What is being asked =>
Both the line containing "M0,528L12,539L0,552Z" and the line containing "M1040,772L1120,777L1118,804L1038,799Z" belong to the span. Output exactly that span from the listing below, and nothing outside it.

Data for processing =>
- Opening Delimiter -

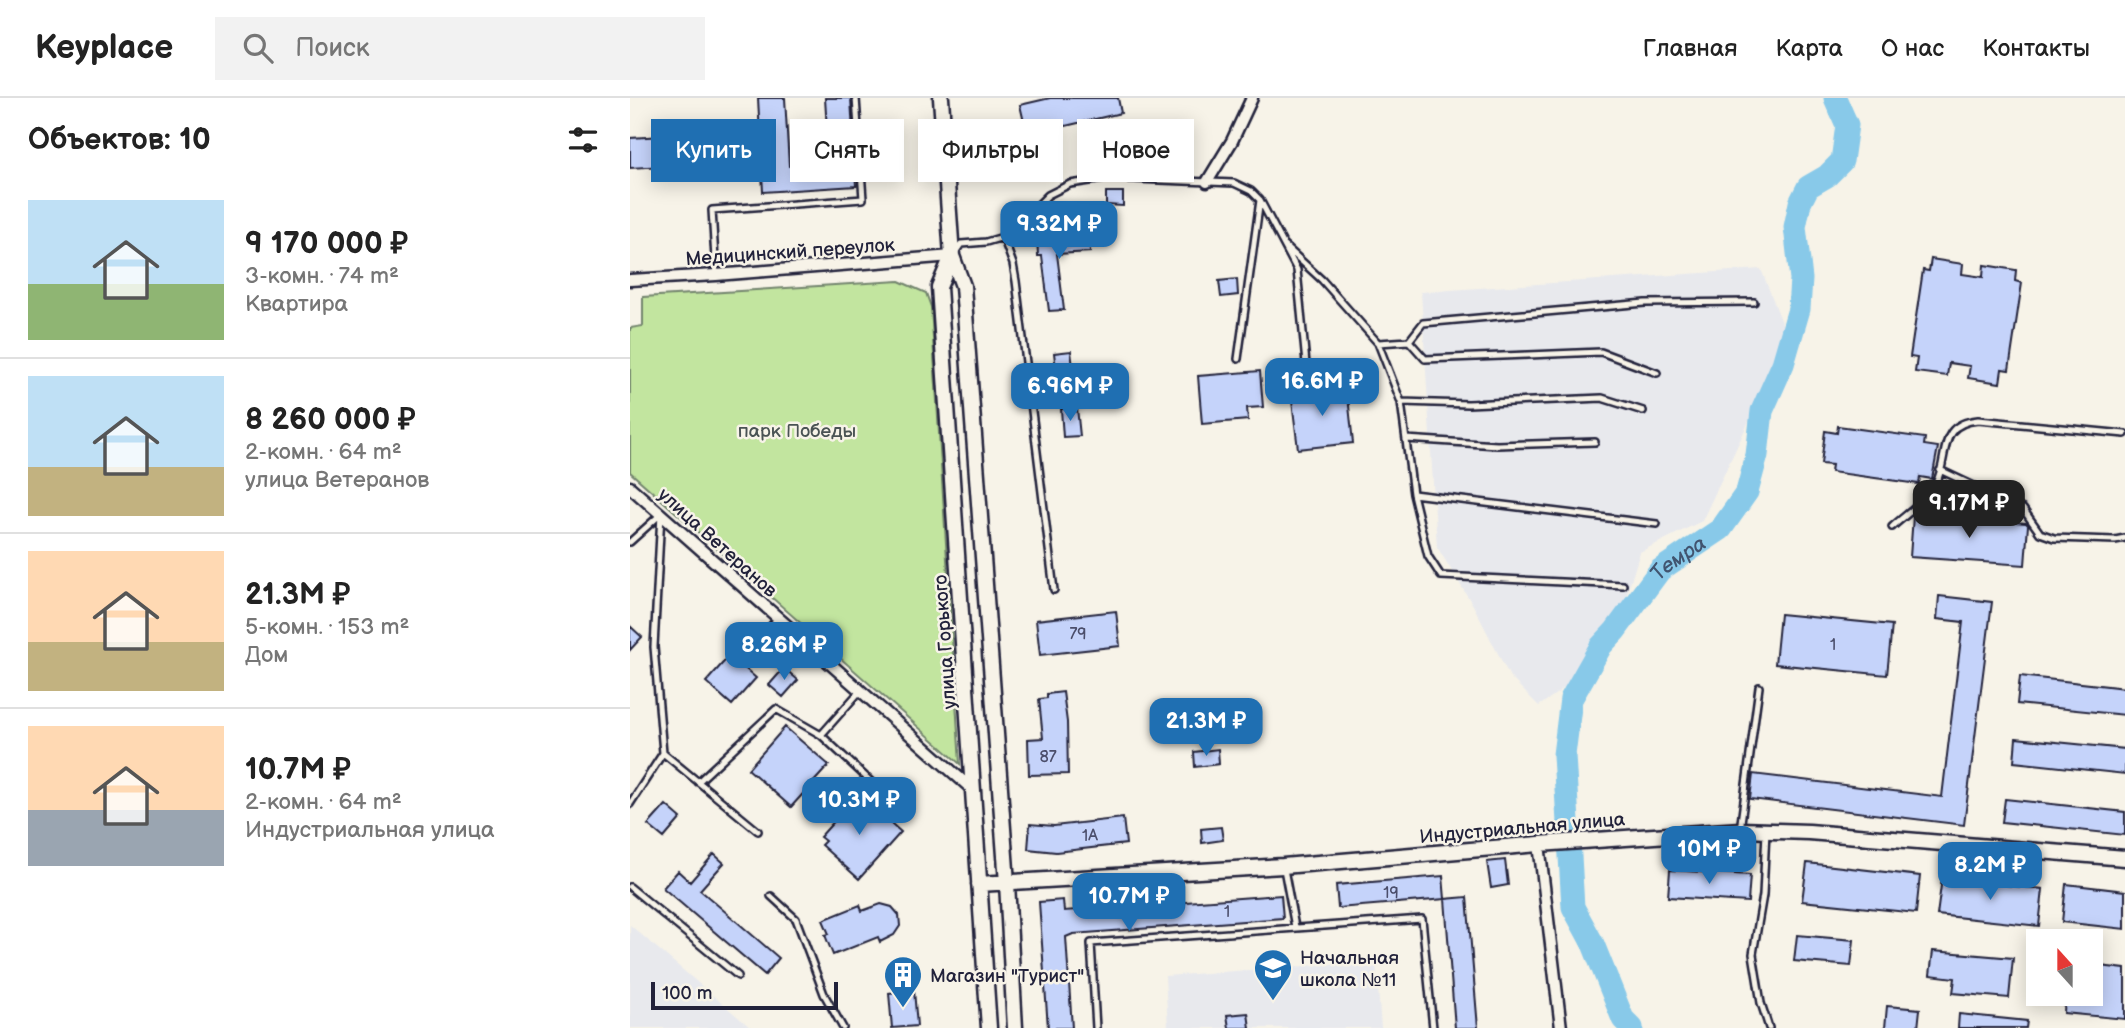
<!DOCTYPE html>
<html lang="ru">
<meta charset="utf-8">
<style>
:root{--surface:#fff;--page:#f2f2f2;--text:#222;--muted:#767676;--line:#e0e0e0;--accent:#1f6fb2}
body{margin:0;font-family:"Balsamiq Sans",sans-serif;background:var(--page);color:var(--text);height:100vh;display:flex;flex-direction:column;font-size:26px;white-space:nowrap}
*{box-sizing:border-box;margin:0}
p{font-size:23px;color:var(--muted)}
.icon{flex:none;width:38px;height:38px;fill:none;stroke:currentColor;stroke-width:2;stroke-linecap:round;stroke-linejoin:round}
.map{position:relative;flex:1;overflow:hidden}
.drawer{display:flex;flex-direction:column;background:var(--surface);width:630px}
.drawer>*{flex:none}
.hud{position:absolute;left:21px;top:21px;width:665px;height:63px;display:flex;gap:14px}
.needle{width:46px;rotate:339deg}
.fabs{position:absolute;left:1396px;top:831px;display:grid;gap:14px}
.fabs a{display:grid;place-items:center;width:77px;height:77px;border-radius:0px;background:var(--surface);box-shadow:0 4px 18px #0003;font-size:35px}
.scale{position:absolute;left:21px;bottom:18px;width:187px;box-sizing:border-box;padding-left:7px;border:4px solid #22223b;border-top:0;font-size:19px;line-height:24px;white-space:nowrap;color:#22223b;-webkit-text-stroke:5px #f7f3e8;paint-order:stroke}
.price{position:absolute;translate:-50% -60px;padding:0 16px;border-radius:14px;background:var(--accent);color:#fff;font-size:23px;line-height:46px;filter:drop-shadow(0 2px 4px #0008)}
.price::after{content:'';position:absolute;left:50%;top:42px;width:21px;height:16px;margin-left:-10px;background:inherit;clip-path:polygon(0 0,100% 0,50% 100%)}
.price.active{background:#222;color:#fff}
ul{padding:0;list-style:none}
li{display:flex;align-items:center;gap:21px;height:175px;padding:0 28px}
li+li{border-top:2px solid var(--line)}
li span{display:grid;place-items:center;flex:none;width:196px;height:140px;border-radius:0px;color:#555}
li>.icon{margin-inline-start:auto}
span .icon{width:84px;height:84px;fill:#fffc;stroke-width:1}
li b{font-size:30px}
h2{display:flex;justify-content:space-between;align-items:center;height:84px;padding:0 28px;font-size:30px}
.pill{padding:0 24px;border-radius:0px;background:var(--surface);box-shadow:0 4px 18px #0003;font-size:24px;line-height:63px}
.pill.active{background:var(--accent);color:#fff}
header{display:flex;align-items:center;gap:42px;box-sizing:border-box;height:98px;padding:0 35px;background:var(--surface);border-bottom:2px solid var(--line)}
header strong{font-size:33px}
nav{display:flex;gap:38px;margin-inline-start:auto;font-size:24px}
.search{width:490px;height:63px;background:var(--page);display:flex;align-items:center;gap:18px;box-sizing:border-box;padding:0 24px;border-radius:0px;color:var(--muted);font-size:26px}
main{display:flex;flex:1;min-height:0}
.map>svg:first-child{display:block}
.built{fill:#e8e9ed}
.green{fill:#c2e59f;stroke:#72846d;stroke-width:2}
.lines{fill:none;stroke-linecap:round;stroke-linejoin:round}
.river{stroke:#88c9e9;stroke-width:23}
.building{fill:#c5d3fa;stroke:#22223b;stroke-width:2}
.lane-casing{stroke:#22223b;stroke-width:10}
.street-casing{stroke:#22223b;stroke-width:15}
.secondary-casing{stroke:#22223b;stroke-width:19}
.lane{stroke:#f7f3e8;stroke-width:5}
.street{stroke:#f7f3e8;stroke-width:10}
.secondary{stroke:#f7f3e8;stroke-width:14}
.labels{text-anchor:middle;stroke-width:5;stroke-linejoin:round;paint-order:stroke}
.number-label{font-size:16px;fill:#4b4e6b}
.street-label{font-size:19px;fill:#22223b;stroke:#f7f3e8}
.park-label{font-size:19px;fill:#4a5354;stroke:#f7f3e8}
.poi-label{font-size:19px;fill:#22223b;stroke:#f7f3e8;text-anchor:start}
.water-label{font-size:21px;font-style:italic;fill:#41546f;stroke:#f7f3e8}
</style>
<header>
<strong>Keyplace</strong>
<div class="search"><svg class="icon" aria-label="search" viewBox="0 0 24 24"><circle cx="10" cy="10" r="6"/><path d="M15 15l6 6"/></svg>Поиск</div>
<nav><a>Главная</a><a>Карта</a><a>О нас</a><a>Контакты</a></nav>
</header>
<main>
<section class="drawer">
<h2>Объектов: 10<svg class="icon" aria-label="filters" viewBox="0 0 24 24"><path d="M4 7h16M4 17h16"/><circle cx="9" cy="7" r="2"/><circle cx="15" cy="17" r="2"/></svg></h2>
<ul>
<li><span style="background:linear-gradient(#bfe0f5 60%,#8fb573 0)"><svg class="icon" aria-label="home" viewBox="0 0 24 24"><path d="M3 11l9-7 9 7M6 9v11h12V9"/></svg></span><div><b>9 170 000 ₽</b><p>3-комн. · 74 m²</p><p>Квартира</p></div></li>
<li><span style="background:linear-gradient(#bfe0f5 65%,#c2b280 0)"><svg class="icon" aria-label="home" viewBox="0 0 24 24"><path d="M3 11l9-7 9 7M6 9v11h12V9"/></svg></span><div><b>8 260 000 ₽</b><p>2-комн. · 64 m²</p><p>улица Ветеранов</p></div></li>
<li><span style="background:linear-gradient(#ffd9b3 65%,#c2b280 0)"><svg class="icon" aria-label="home" viewBox="0 0 24 24"><path d="M3 11l9-7 9 7M6 9v11h12V9"/></svg></span><div><b>21.3M ₽</b><p>5-комн. · 153 m²</p><p>Дом</p></div></li>
<li><span style="background:linear-gradient(#ffd9b3 60%,#9aa5b1 0)"><svg class="icon" aria-label="home" viewBox="0 0 24 24"><path d="M3 11l9-7 9 7M6 9v11h12V9"/></svg></span><div><b>10.7M ₽</b><p>2-комн. · 64 m²</p><p>Индустриальная улица</p></div></li>
</ul>
</section>
<div class="map">
<svg width="1495" height="930" viewBox="0 0 1495 930">
<rect width="100%" height="100%" fill="#f7f3e8"/>
<filter id="ink" filterUnits="userSpaceOnUse"><feTurbulence type="fractalNoise" baseFrequency=".0143" numOctaves="2"/><feDisplacementMap in="SourceGraphic" scale="14" xChannelSelector="R" yChannelSelector="G"/><feConvolveMatrix kernelMatrix="1 2 1 2 8 2 1 2 1" color-interpolation-filters="sRGB"/></filter>
<g filter="url(#ink)">
<path class="built" d="M1131,171L1158,240L1072,423L1010,454L991,515L934,590L909,608L880,579L843,507L807,449L791,194Z
M0,827L121,930H0Z
M746,863L751,930H538L535,878Z"/>
<path class="green" d="M269,183L296,195L301,209L330,666L0,374V230L13,228V199Z"/>
<g class="lines">
<path class="river" id="s1" d="M1002,930L993,921L963,846L943,809L934,657L941,601L971,548L985,533L1030,472L1091,431L1117,394L1127,357L1132,313L1153,266L1169,211L1171,181L1165,129L1170,105L1178,89L1197,78L1212,63L1217,27L1205,0"/>
</g>
<path class="building" d="M128,0H155L159,68L199,65L195,0H221L226,88L133,94Z
M420,0H488L491,15L397,37L390,7Z
M85,35L86,65L0,70V40Z
M476,94H493V108L476,107Z
M459,134L460,154L427,156L434,212L419,213L412,158H408L407,138Z
M1301,161L1333,166L1332,176L1353,179L1354,167L1386,172L1385,183L1392,185L1379,272L1372,271L1370,285L1338,280L1340,268L1319,265L1317,278L1285,274L1287,260L1280,259L1293,172L1299,173Z
M607,181L608,197L591,199L589,183Z
M441,253L445,285L428,287L424,255Z
M630,273L633,309L617,310L618,322L572,326L568,278Z
M717,289L723,345L668,351L661,295Z
M447,310L450,338L433,339L431,311Z
M1208,328L1295,340L1294,347L1308,349L1302,381L1290,379L1289,386L1201,374L1202,367L1191,366L1195,333L1207,335Z
M1285,416L1396,425L1398,427L1395,467L1280,459L1283,418Z
M1309,498L1362,504L1334,727L1120,701L1123,676L1312,699L1333,524L1307,521Z
M486,513L490,548L410,557L406,522Z
M1150,516L1262,527L1257,577L1145,566Z
M0,528L12,539L0,552Z
M100,557L126,580L102,607L76,584Z
M154,570L168,582L153,599L139,587Z
M1390,578L1495,590V617L1387,606Z
M433,594L437,624L438,676L399,677L398,641L413,640L409,601L417,600V596Z
M155,629L199,667L161,709L118,671Z
M1386,640L1495,651V676L1384,664Z
M588,651L589,666L565,669L564,654Z
M233,700L271,734L229,781L191,747L195,743L190,739L217,709L222,712Z
M1375,701L1495,714V737L1372,724Z
M36,707L51,720L34,740L18,727Z
M493,720L496,746L426,754L398,751L400,726L424,728Z
M591,729L593,742L572,745L571,731Z
M84,756L94,765L70,792L149,860L135,877L33,790L48,773L60,784Z
M875,762L878,787L861,790L857,764Z
M1177,765L1290,778L1286,815L1172,803Z
M1040,772L1120,777L1118,804L1038,799Z
M813,778L815,801L708,810L706,787Z
M1312,780L1413,791L1409,828L1307,817Z
M1436,786L1495,793V831L1432,824Z
M651,797L653,820L443,836L436,839L442,930H418L409,804L433,802L434,813Z
M837,799L848,930H825L815,801Z
M251,806L262,809L269,817L270,828L264,837L250,844L248,839L203,857L195,837L199,836L193,822L230,807L232,813Z
M1167,837L1224,842L1221,868L1164,863Z
M1303,853L1383,860L1379,900L1323,895L1325,880L1300,877Z
M1461,867L1495,871V921L1434,915L1435,896H1461Z
M284,892L287,928L262,930L259,895Z
M1257,908L1290,911L1288,930H1255Z
M618,915L620,930H599L597,917Z
M1329,916L1397,923L1396,930H1328Z"/>
<g class="lines">
<defs>
<path id="lane" d="M373,139L383,166L386,183L424,492
M654,147L692,182L748,245L771,304L783,396L798,458L811,478L993,487
M324,156L331,146L356,144L373,139L387,128L418,97L440,86L480,80L604,85L621,93L630,102L667,172L677,276
M86,177L82,112L233,101L226,0
M779,243L795,261L971,254L1027,275
M748,245L779,243L793,225L1015,205L1124,204
M608,261L630,102
M771,304L838,306L972,300L1013,313
M776,341L867,347L965,344
M1310,372L1393,411L1410,435L1424,440L1485,442L1495,440
M783,396L1027,426
M1262,429C1276,416 1297,403 1306,385C1320,358 1306,326 1348,322L1495,336
M0,444L31,416
M123,548L148,520
M191,637L230,593
M33,655L128,733
M68,684L146,611L191,637L269,710
M0,706L33,655L24,549L31,416
M1110,732L1129,589
M1136,733L1133,797L1123,856L1131,905L1139,930
M654,771L665,829
M0,789L108,878
M141,798L166,821L194,896L213,930
M466,930L461,845L792,821L803,930"/>
<path id="street" d="M577,84L602,43L622,0
M0,182L86,177L322,158
M0,389L343,692
M909,746L931,930"/>
<path id="secondary" d="M311,0L322,158L333,188L377,785L385,930
M322,158L309,189L359,930
M349,786L653,768L909,746L1110,732L1179,734L1495,760"/>
</defs>
<use href="#lane" class="lane-casing"/>
<use href="#street" class="street-casing"/>
<use href="#secondary" class="secondary-casing"/>
<use href="#lane" class="lane"/>
<use href="#street" class="street"/>
<use href="#secondary" class="secondary"/>
</g>
</g>
<defs>
<symbol id="school-pin" viewBox="-11 -11 22 30"><path d="M0 17L-7.5 6A9.5 9.5 0 1 1 7.5 6Z" fill="#1f6fb2" stroke="#f7f3e8"/><path d="M0-5L7-2L0 1L-7-2ZM-4 1L0 2.5L4 1V4Q0 6-4 4Z" fill="#fff"/></symbol>
<symbol id="building-pin" viewBox="-11 -11 22 30"><path d="M0 17L-7.5 6A9.5 9.5 0 1 1 7.5 6Z" fill="#1f6fb2" stroke="#f7f3e8"/><path d="M-4-6H4V6H1V3H-1V6H-4ZM-2.5-4.3h1.7v1.8h-1.7ZM.8-4.3h1.7v1.8H.8ZM-2.5-1h1.7V.8h-1.7ZM.8-1h1.7V.8H.8Z" fill="#fff"/></symbol>
</defs>
<g fill-rule="evenodd">
<use href="#school-pin" x="621" y="848" width="44" height="60"/>
<use href="#building-pin" x="251" y="855" width="44" height="60"/>
</g>
<g class="labels">
<g class="number-label">
<text x="448" y="541">79</text>
<text x="1203" y="552">1</text>
<text x="418" y="664">87</text>
<text x="460" y="743">1А</text>
<text x="761" y="800">19</text>
<text x="597" y="819">1</text>
</g>
<g class="street-label">
<text transform="translate(160 153) rotate(-4)" y="7">Медицинский переулок</text>
<text transform="translate(88 444) rotate(42)" y="7">улица Ветеранов</text>
<text transform="translate(314 544) rotate(-94)" y="7">улица Горького</text>
<text transform="translate(892 729) rotate(-5)" y="7">Индустриальная улица</text>
</g>
<g class="park-label">
<text x="167" y="339">парк Победы</text>
</g>
<g class="poi-label">
<text x="670" y="866">Начальная<tspan x="670" dy="22">школа №11</tspan></text>
<text x="300" y="884">Магазин "Турист"</text>
</g>
<g class="water-label">
<text dy="7" stroke="none"><textPath href="#s1" startOffset="523">Темра</textPath></text>
</g>
</g>
</svg>
<div class="fabs">
<a><svg class="needle" viewBox="-14 -14 28 28"><path d="M0-13l5 13h-10z" fill="#e53935"/><path d="M0 13l5-13h-10z" fill="#767676"/></svg></a>
</div>
<div class="scale">100 m</div>
<b class="price" style="left:429px;top:163px">9.32M ₽</b>
<b class="price" style="left:692px;top:320px">16.6M ₽</b>
<b class="price" style="left:440px;top:325px">6.96M ₽</b>
<b class="price active" style="left:1339px;top:442px">9.17M ₽</b>
<b class="price" style="left:154px;top:584px">8.26M ₽</b>
<b class="price" style="left:576px;top:660px">21.3M ₽</b>
<b class="price" style="left:229px;top:739px">10.3M ₽</b>
<b class="price" style="left:1079px;top:788px">10M ₽</b>
<b class="price" style="left:1360px;top:804px">8.2M ₽</b>
<b class="price" style="left:499px;top:835px">10.7M ₽</b>
<div class="hud">
<a class="pill active">Купить</a>
<a class="pill">Снять</a>
<a class="pill">Фильтры</a>
<a class="pill">Новое</a>
</div>
</div>
</main>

- Closing Delimiter -

Exercise solution =>
M0,528L12,539L0,552Z
M100,557L126,580L102,607L76,584Z
M154,570L168,582L153,599L139,587Z
M1390,578L1495,590V617L1387,606Z
M433,594L437,624L438,676L399,677L398,641L413,640L409,601L417,600V596Z
M155,629L199,667L161,709L118,671Z
M1386,640L1495,651V676L1384,664Z
M588,651L589,666L565,669L564,654Z
M233,700L271,734L229,781L191,747L195,743L190,739L217,709L222,712Z
M1375,701L1495,714V737L1372,724Z
M36,707L51,720L34,740L18,727Z
M493,720L496,746L426,754L398,751L400,726L424,728Z
M591,729L593,742L572,745L571,731Z
M84,756L94,765L70,792L149,860L135,877L33,790L48,773L60,784Z
M875,762L878,787L861,790L857,764Z
M1177,765L1290,778L1286,815L1172,803Z
M1040,772L1120,777L1118,804L1038,799Z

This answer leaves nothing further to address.